Mining Focused Patterns from Big Data Streams
With rapid advances in computing power and dramatic expansion of data collection and storage capability, nowadays, businesses and organizations have collected vast amounts of data about their business processes. These data are modern-day treasure stores that can be mined to glean insights into a business’ products, services and customers. Despite great efforts that have been made in the field of data analytics, there is a large gap between academic deliverables and business expectations and as a result, many questions still remain to be answered. How can we discover actionable knowledge from dynamically changing data? How can we effectively combine human and machine intelligence to gain more useful and effective insights from Big Data?

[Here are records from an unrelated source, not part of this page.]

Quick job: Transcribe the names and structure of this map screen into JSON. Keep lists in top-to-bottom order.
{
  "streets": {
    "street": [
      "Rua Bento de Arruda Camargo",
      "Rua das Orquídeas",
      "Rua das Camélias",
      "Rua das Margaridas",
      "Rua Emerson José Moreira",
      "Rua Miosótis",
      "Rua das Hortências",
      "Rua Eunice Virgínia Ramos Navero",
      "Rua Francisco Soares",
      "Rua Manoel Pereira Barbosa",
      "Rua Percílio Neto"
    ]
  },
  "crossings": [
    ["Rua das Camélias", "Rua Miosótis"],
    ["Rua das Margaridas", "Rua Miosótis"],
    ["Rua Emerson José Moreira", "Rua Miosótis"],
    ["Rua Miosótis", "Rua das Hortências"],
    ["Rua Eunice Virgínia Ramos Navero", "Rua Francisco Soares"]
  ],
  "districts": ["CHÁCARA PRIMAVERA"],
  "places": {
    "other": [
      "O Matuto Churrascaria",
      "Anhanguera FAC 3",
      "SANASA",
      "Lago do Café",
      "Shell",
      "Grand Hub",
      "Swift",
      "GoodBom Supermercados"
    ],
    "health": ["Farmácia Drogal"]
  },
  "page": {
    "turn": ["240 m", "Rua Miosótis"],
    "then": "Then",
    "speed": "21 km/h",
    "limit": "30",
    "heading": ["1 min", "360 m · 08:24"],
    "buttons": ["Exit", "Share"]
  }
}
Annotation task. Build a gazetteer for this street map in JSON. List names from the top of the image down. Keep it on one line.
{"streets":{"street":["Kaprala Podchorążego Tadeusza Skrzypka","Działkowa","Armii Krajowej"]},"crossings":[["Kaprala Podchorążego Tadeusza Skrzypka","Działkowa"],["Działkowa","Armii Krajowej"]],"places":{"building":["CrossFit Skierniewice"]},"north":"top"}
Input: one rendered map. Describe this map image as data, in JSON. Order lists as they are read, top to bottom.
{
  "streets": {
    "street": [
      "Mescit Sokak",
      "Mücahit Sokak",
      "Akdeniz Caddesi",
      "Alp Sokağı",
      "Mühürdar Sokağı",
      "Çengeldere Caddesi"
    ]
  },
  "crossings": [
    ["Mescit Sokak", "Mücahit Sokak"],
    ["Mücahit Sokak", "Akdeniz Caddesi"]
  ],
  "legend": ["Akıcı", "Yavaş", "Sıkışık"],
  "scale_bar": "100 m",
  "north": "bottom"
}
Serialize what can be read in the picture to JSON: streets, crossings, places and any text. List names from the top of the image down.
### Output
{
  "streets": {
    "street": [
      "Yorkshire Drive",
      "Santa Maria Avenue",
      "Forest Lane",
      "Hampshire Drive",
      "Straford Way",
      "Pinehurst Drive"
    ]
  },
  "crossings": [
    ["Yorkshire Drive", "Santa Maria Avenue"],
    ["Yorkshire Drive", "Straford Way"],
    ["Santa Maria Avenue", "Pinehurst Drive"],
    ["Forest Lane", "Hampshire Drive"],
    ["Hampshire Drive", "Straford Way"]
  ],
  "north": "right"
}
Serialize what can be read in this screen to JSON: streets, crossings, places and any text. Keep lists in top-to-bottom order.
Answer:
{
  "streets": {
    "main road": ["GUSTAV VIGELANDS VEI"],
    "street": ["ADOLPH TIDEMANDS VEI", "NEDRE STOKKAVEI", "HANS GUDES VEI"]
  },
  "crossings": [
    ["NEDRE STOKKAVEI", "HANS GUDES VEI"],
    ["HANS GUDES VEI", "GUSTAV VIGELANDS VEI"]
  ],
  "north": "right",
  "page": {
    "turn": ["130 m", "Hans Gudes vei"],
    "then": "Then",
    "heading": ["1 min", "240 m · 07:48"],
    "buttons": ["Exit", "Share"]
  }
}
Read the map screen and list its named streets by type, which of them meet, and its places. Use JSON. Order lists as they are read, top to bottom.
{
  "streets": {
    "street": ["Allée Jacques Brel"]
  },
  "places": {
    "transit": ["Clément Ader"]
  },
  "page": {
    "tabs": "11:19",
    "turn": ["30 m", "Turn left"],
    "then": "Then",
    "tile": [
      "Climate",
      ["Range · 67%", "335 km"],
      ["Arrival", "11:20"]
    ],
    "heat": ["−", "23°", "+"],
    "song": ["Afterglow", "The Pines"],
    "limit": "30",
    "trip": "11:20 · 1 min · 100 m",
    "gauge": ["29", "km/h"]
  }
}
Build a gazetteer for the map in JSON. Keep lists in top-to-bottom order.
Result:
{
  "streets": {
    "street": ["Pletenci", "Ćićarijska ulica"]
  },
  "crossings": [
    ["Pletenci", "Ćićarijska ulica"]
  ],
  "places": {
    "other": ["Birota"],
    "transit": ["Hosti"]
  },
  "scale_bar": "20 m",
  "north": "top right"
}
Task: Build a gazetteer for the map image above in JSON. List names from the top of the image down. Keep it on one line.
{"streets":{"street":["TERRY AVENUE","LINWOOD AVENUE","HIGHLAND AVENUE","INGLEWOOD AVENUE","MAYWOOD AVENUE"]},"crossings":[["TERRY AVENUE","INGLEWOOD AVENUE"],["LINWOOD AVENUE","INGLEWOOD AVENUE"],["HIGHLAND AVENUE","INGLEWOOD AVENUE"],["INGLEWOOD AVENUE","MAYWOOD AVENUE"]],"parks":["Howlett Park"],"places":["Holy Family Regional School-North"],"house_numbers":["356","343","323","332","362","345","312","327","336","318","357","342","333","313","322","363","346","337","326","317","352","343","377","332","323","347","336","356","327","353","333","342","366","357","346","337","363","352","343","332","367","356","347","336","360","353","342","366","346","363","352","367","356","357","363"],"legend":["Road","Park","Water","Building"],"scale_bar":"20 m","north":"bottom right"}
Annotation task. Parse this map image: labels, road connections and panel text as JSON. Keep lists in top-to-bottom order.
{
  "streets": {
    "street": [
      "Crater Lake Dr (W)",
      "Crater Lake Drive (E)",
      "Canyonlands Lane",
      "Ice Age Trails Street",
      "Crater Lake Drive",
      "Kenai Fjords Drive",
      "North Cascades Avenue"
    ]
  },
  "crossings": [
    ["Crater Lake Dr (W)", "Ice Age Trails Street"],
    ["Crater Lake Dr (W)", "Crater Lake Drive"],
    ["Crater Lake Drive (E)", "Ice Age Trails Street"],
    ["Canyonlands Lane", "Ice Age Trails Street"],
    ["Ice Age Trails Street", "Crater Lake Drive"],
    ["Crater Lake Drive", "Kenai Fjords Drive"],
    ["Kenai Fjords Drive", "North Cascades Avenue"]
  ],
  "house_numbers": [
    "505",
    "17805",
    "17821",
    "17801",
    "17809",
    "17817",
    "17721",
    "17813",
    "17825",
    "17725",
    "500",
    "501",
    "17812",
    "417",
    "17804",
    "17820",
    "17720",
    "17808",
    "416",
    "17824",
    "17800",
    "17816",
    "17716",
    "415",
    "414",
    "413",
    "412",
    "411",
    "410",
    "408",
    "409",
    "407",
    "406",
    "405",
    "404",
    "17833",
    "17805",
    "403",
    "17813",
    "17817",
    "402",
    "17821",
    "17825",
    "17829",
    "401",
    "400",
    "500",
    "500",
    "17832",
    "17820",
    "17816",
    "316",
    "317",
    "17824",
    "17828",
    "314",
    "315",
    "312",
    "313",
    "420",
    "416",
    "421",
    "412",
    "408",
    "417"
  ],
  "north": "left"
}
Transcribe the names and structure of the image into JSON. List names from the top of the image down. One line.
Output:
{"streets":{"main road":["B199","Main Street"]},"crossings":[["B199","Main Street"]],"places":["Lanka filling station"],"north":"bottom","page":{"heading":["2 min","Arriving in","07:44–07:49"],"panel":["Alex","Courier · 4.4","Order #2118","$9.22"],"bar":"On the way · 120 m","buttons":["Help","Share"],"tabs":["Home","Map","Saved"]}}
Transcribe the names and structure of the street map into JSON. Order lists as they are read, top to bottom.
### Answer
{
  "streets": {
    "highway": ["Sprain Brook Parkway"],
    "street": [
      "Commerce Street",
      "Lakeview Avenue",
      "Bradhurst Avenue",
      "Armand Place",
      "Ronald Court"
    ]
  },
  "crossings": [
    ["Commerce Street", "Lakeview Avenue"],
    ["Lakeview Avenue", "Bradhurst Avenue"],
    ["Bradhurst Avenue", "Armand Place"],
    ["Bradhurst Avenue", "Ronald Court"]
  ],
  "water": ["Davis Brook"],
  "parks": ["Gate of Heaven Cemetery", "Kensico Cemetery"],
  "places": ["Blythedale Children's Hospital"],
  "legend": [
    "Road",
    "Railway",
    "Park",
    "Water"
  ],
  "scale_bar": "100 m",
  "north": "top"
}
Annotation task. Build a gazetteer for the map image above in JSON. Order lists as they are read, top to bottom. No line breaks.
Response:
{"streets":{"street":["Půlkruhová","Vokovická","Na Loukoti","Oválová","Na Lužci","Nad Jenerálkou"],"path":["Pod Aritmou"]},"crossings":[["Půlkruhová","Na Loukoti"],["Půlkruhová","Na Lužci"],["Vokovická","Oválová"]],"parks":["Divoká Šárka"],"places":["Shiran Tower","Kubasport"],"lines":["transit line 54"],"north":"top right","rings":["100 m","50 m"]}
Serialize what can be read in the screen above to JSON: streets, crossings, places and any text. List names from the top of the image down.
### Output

One major objective in Big Data analytics is to discover patterns that can represent intrinsic and important properties of massive datasets in different domains. Finding patterns has been studied extensively in the field of data mining. However, most of the techniques fail to incorporate the user preference into pattern mining process, and thus, lack the ability to steer algorithms to more interesting parts of Big Data. In this talk, I will describe how we overcome this limitation by using user-oriented approaches (so-called focused) for mining patterns in Big Data streams. In this new problem setting, patterns are then simultaneously mined according to the user preference. I will talk about the problems, challenges and opportunities for discovering such patterns in Big Data. I will also talk about my research projects with the industry and how theory can be implemented in real world systems.